Monitoring mortality rates offers crucial insights into public health by uncovering the hidden impacts of diseases, identifying emerging trends, optimising resource allocation, and informing effective policy decisions. Here, we present a novel approach to analysing premature mortality in companion animals, utilising data from 28,159 deceased dogs and 24,006 deceased cats across the United Kingdom. By employing PetBERT-ICD, an automated large language model (LLM) based \emph{International Classification of Disease 11} syndromic classifier, we reveal critical insights into the causes and patterns of premature deaths. Our findings highlight the significant impact of behavioural conditions on premature euthanasia in dogs, particularly in ages one to six. We also identify a 19% increased risk of premature mortality in brachycephalic dog breeds, raising important animal welfare concerns. Our research establishes a strong correlation between socioeconomic status and premature mortality in cats and dogs. Areas with the lowest Index of Multiple Deprivation (IMD) scores show nearly a 50% reduction in the risk of premature mortality across cats and dogs, underscoring the powerful impact that socioeconomic factors can have on pet health and longevity. This research underscores the necessity of examining the socioeconomic disparities affecting animal health outcomes. By addressing these inequities, we can better safeguard the well-being of our companion animals.

Dataset

Electronic health records have been collected since March 2014 by SAVSNET, the Small Animal Veterinary Surveillance Network, comprising a sentinel network of 253 volunteer veterinary practices across the United Kingdom. A full description of SAVSNET has been presented elsewhere9. In summary, veterinary practices with compatible practice management software with the SAVSNET data exchange are recruited based on convenience. Within these participating practices, data is collected from each booked consultation (where an appointment has been made to see a veterinary practitioner or nurse). All owners attending a participating practice are informed of the data collection process and are given the opportunity to opt-out during their consultation. At this point, data is not sent to the SAVSNET data exchange and, therefore, is not utilised in any research. Pet owners are provided with informed consent that their data could be used for research purposes. Data is collected on a consultation-by-consultation basis and includes information such as species, breed, sex, neuter status, age, owner’s postcode, insurance and microchipping status and, crucially to this study, a free-text clinical narrative outlining the events that occurred within that consultation. To support the current study, high-level syndromic labels corresponding to the chapters of the International Classification of Diseases 11 (ICD-11) were appended to each consultation, building on established methodologies. These labels and associated conditions adhere to the broad categorisation framework outlined by the World Health Organisation (WHO)27. This method leveraged PetBERT, a large language model that was further pre-trained on the SAVSNET corpus and subsequently fine-tuned to function as a multi-label classifier covering the ICD-11’s high-level categories. The original study26 provides a comprehensive explanation of this approach. Sensitive information, including personal identifiers, was cleaned from the dataset prior to analysis. Additionally, all data discussed within this paper is at a population level; therefore, no specific individual will be discussed. SAVSNET has ethical approval from the University of Liverpool Research Ethics Committee (RETH000964). We hereby confirm that all experiments were conducted in strict compliance with the Research Ethics Committee.
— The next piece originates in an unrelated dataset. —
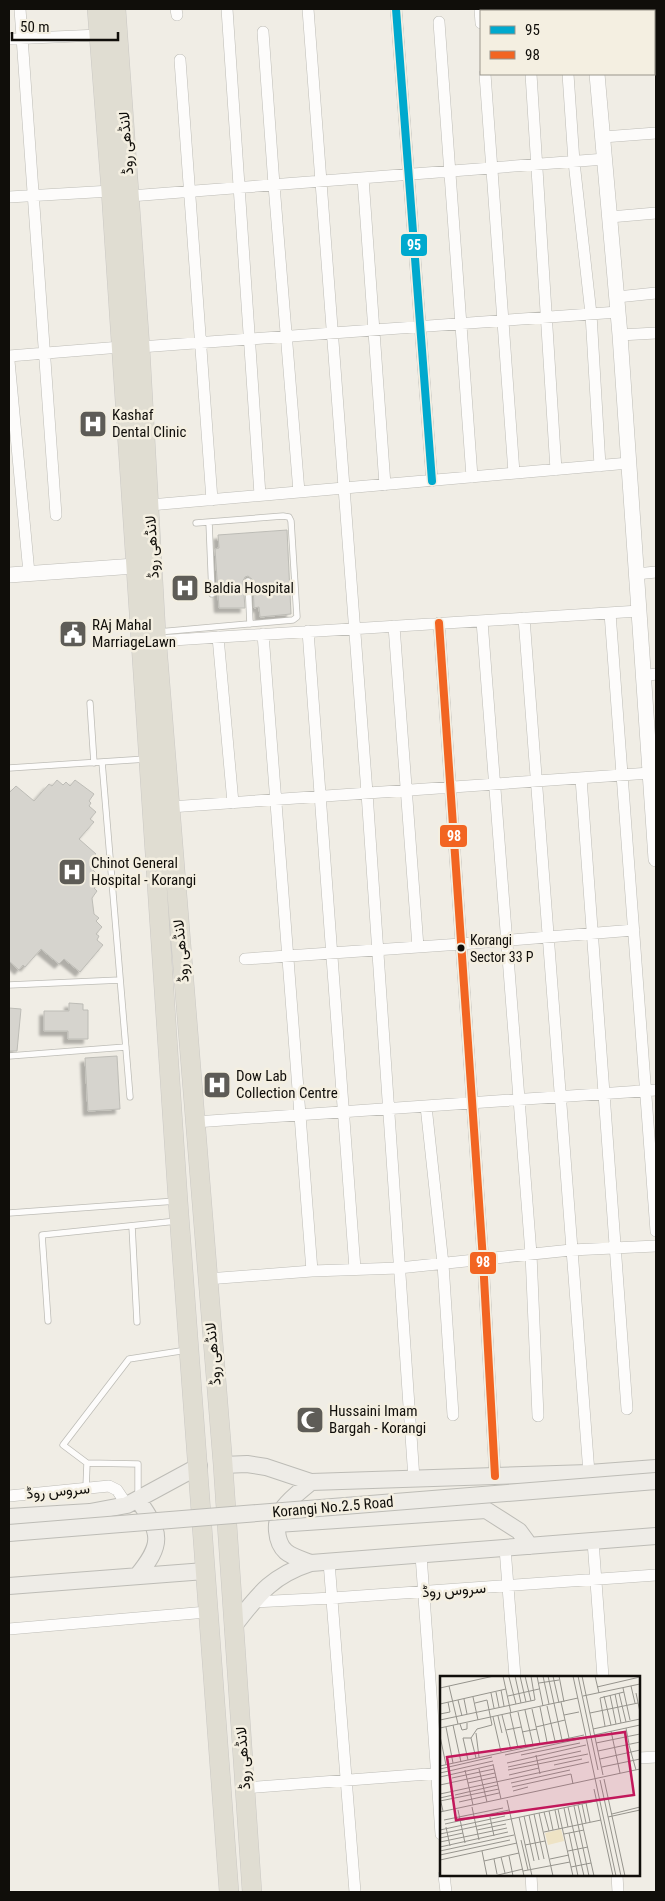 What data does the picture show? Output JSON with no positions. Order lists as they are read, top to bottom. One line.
{"streets":{"main road":["لانڈھی روڈ","Korangi No.2.5 Road"],"street":["سروس روڈ"]},"places":{"hospital":["Kashaf Dental Clinic","Baldia Hospital","Chinot General Hospital - Korangi","Dow Lab Collection Centre"],"public building":["RAj Mahal MarriageLawn"],"other":["Korangi Sector 33 P"],"mosque":["Hussaini Imam Bargah - Korangi"]},"lines":["transit line 95","transit line 98"],"legend":["95","98"],"scale_bar":"50 m"} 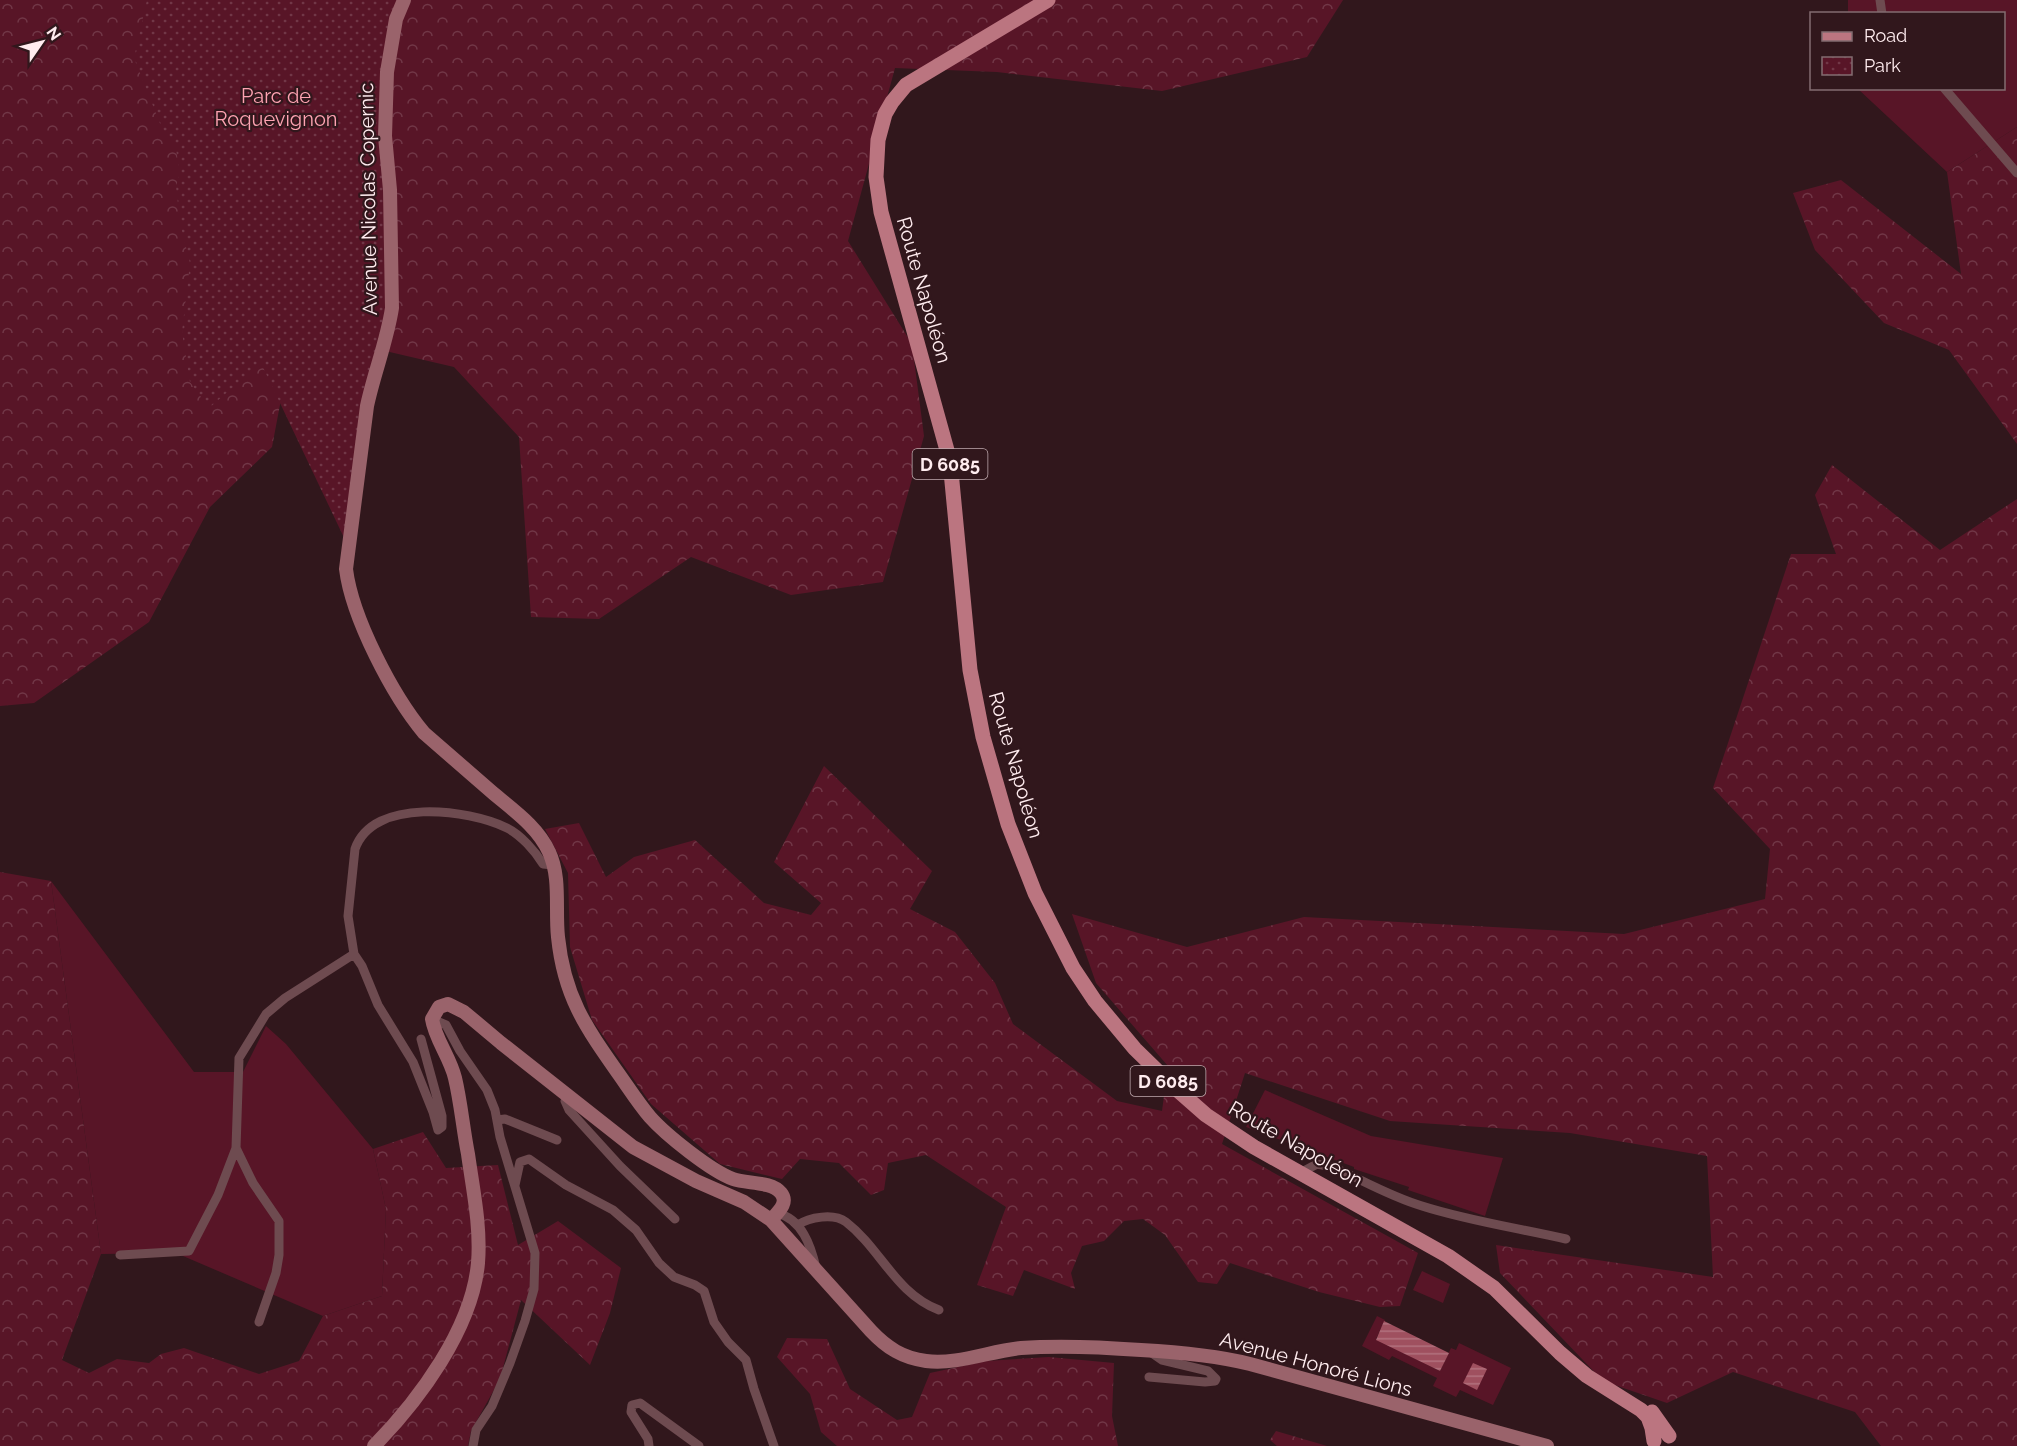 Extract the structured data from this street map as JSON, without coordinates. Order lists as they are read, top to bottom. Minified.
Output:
{"streets":{"main road":["Avenue Nicolas Copernic","Route Napoléon","D 6085","Avenue Honoré Lions"]},"crossings":[["Avenue Nicolas Copernic","Avenue Honoré Lions"]],"parks":["Parc de Roquevignon"],"legend":["Road","Park"],"north":"top right"}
Data extraction Narratives mentioning death or euthanasia were identified using a generalised Python regular expression (regex) to screen for terms such as “euthanasia”, “put to sleep (PTS)”, and “died”. The final regex is outlined below. The generalised dataset was then randomly sampled for 250 suspected potential death/euthanasia cases. These were then manually read to verify that they met the case definition of a “declaration of death”. Common false positives included discussions related to future euthanasia events or euthanasia mentioned as advisory by the attending practitioner. Unless the euthanasia event occurred in the same consultation, these records were not annotated as cases. Adapting the works of Yalniz et. al., a semi-supervised teacher-student model approach was employed, where a small subset of manually annotated records was used to train a small binary sequence classification model49. The resultant model from this task was then used against the entire dataset to extract animals identified as a case, a random sample of 200 records was passed to a practising clinician to verify that the performance of the extraction method was sufficient enough to continue the study.
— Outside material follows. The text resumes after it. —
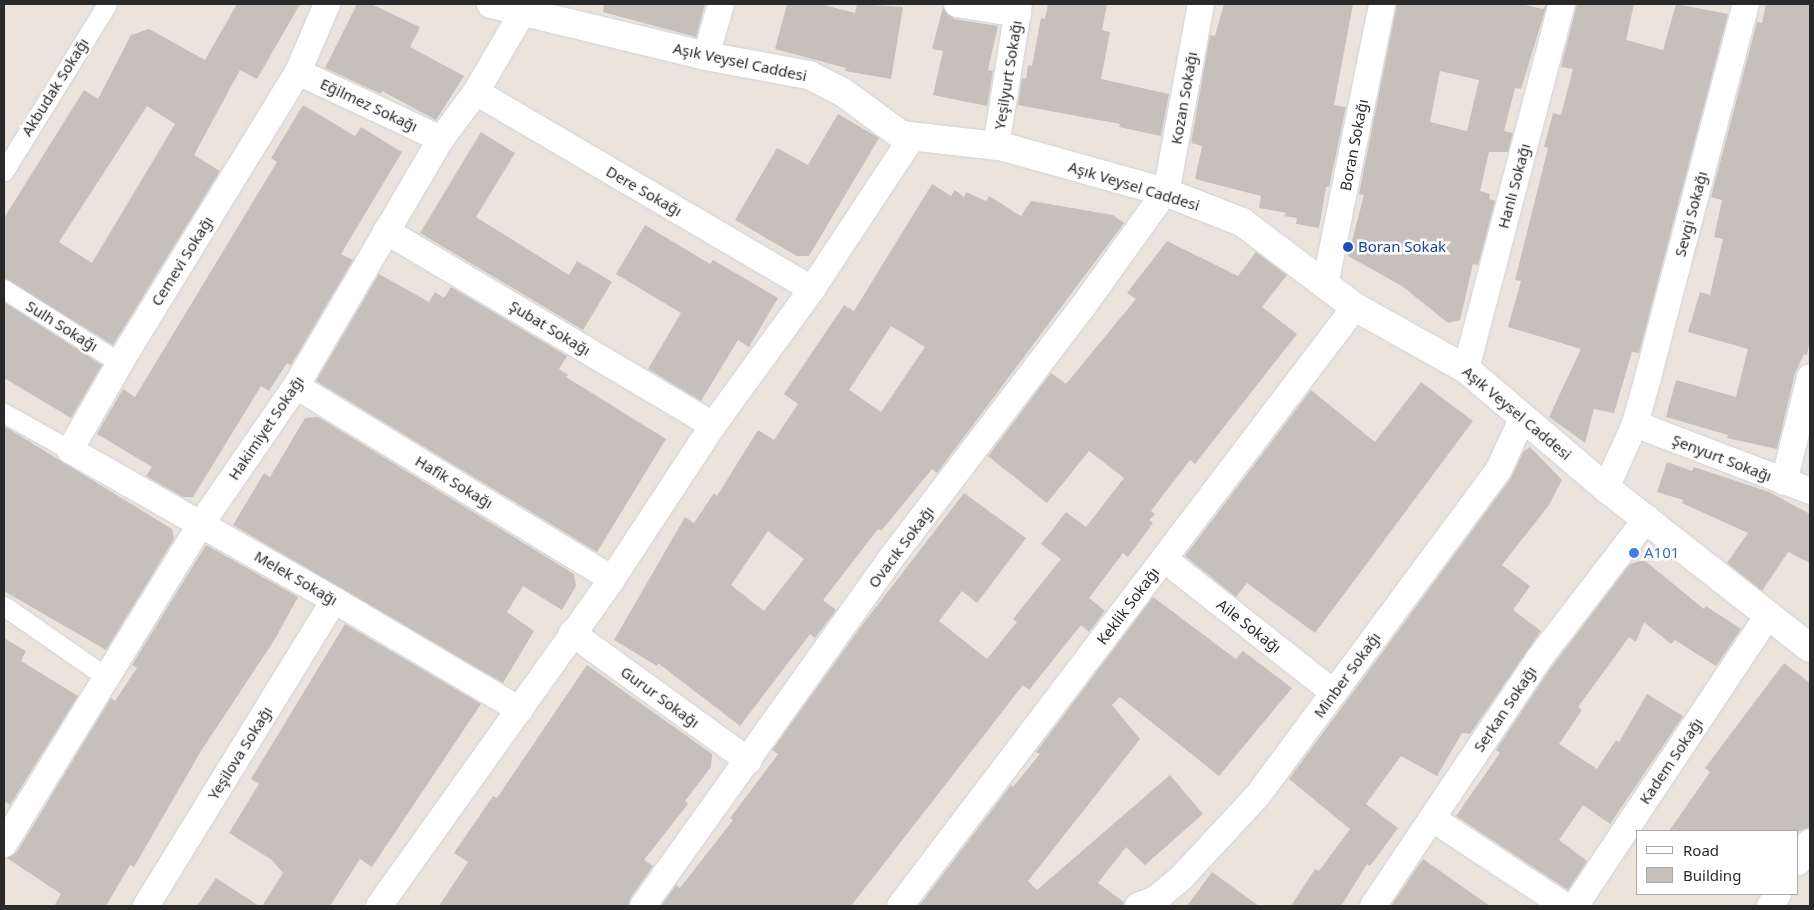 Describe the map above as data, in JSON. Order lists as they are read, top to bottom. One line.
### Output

euth|dead|died|pts|put to sleep|pento|doa|crem|burial|bury|qol|quality|ashes|scatter|casket

precision recall f1-score support
No Death 0.9940119760479041 1.0 0.996996996996997 166.0
Death 1.0 0.9846153846153847 0.9922480620155039 65.0
accuracy 0.9956709956709957 0.9956709956709957 0.9956709956709957 0.9956709956709957
macro avg 0.9970059880239521 0.9923076923076923 0.9946225295062504 231.0
weighted avg 0.9956969178526064 0.9956709956709957 0.9956607165909492 231.0

The cephalic index for each breed was appended as appropriate. These labels were derived from various sources17,50,51. Animals identified as crossbreeds were labeled as ’other’ due to insufficient cephalic data.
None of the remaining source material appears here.